The major ampullate spidroin 1 gene structure is well suited to enhance protein evolution as evidenced by the occurrence of a second spidroin gene to which it gave rise to; yet, the organization of its protein product acts as a constraint (Ayoub and Hayashi 2008; Craig 2003). Purifying selection is the most likely mechanism that results in the maintenance of gene size within a tolerable range and that guarantees a balance of opposing requirements for the protein. In this context, primary sequence and length variations are limited, and a spider has to rely additionally on its sophisticated spinning apparatus to fine tune properties of its silk by varying the spinning conditions (Vollrath et al. 2001). The major ampullate spidroin 2 genes, on the other hand, have approached nearer to a climax state with the loss of recombination prone sequences and a more restricted function of the protein.

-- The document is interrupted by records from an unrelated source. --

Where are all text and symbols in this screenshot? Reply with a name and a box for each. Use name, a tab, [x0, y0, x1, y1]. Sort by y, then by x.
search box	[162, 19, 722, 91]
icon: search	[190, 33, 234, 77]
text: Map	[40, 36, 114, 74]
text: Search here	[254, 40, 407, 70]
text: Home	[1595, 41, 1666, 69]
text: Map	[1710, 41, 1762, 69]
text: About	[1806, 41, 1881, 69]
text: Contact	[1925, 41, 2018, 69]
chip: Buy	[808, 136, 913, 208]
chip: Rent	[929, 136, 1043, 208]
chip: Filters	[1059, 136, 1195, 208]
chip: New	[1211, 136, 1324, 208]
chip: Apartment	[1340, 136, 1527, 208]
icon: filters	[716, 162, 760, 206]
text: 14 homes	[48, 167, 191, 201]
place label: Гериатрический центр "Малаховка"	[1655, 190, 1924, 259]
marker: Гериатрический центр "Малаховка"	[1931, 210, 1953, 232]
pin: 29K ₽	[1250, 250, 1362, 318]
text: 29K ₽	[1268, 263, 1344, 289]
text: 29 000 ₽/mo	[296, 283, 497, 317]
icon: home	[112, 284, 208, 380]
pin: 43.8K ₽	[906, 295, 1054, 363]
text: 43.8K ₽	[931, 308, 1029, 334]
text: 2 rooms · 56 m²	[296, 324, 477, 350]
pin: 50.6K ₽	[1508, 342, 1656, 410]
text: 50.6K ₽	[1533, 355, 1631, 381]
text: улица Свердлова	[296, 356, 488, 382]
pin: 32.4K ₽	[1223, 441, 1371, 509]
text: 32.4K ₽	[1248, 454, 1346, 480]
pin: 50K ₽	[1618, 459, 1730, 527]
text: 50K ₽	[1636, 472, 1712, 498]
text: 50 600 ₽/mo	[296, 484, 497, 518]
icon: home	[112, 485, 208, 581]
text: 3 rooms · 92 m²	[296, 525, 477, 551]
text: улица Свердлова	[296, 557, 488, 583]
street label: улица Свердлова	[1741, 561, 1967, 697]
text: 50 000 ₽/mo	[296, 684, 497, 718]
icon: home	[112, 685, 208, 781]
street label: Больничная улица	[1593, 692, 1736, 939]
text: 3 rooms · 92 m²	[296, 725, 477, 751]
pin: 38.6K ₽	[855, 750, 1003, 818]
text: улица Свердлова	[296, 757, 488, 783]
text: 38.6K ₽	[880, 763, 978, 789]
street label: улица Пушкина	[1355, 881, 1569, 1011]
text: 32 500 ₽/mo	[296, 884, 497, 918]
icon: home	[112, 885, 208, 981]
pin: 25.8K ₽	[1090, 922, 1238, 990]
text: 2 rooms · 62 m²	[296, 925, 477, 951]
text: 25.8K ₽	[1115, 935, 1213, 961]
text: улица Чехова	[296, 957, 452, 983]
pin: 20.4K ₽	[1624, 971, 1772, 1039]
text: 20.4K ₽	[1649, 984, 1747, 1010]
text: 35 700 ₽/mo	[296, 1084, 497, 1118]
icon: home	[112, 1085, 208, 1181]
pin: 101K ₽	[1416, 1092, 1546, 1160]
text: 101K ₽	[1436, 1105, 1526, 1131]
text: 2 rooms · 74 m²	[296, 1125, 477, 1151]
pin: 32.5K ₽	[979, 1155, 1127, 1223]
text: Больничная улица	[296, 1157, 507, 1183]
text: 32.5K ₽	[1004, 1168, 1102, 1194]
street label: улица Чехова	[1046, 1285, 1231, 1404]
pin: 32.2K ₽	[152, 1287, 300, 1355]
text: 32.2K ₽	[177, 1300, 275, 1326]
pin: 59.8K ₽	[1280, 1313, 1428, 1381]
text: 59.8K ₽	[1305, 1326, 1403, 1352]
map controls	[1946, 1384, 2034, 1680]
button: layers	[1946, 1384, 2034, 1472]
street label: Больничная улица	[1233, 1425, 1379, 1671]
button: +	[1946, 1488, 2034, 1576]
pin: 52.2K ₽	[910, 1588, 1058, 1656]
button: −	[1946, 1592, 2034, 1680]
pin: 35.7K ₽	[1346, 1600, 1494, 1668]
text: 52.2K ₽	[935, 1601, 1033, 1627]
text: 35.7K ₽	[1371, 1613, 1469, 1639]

In the extreme case represented in the genus Araneus, a MaSp 1 homolog seems to have been replaced completely by a second MaSp 2 paralog that has, however, maintained the majority of the former’s properties (Guerette et al. 1996; Huemmerich et al. 2004a; Huemmerich et al. 2004b). Such a scenario might currently take place in Latrodectus as one of its MaSp 1 loci shows sequence characteristics of MaSp 2 genes (Ayoub and Hayashi 2008).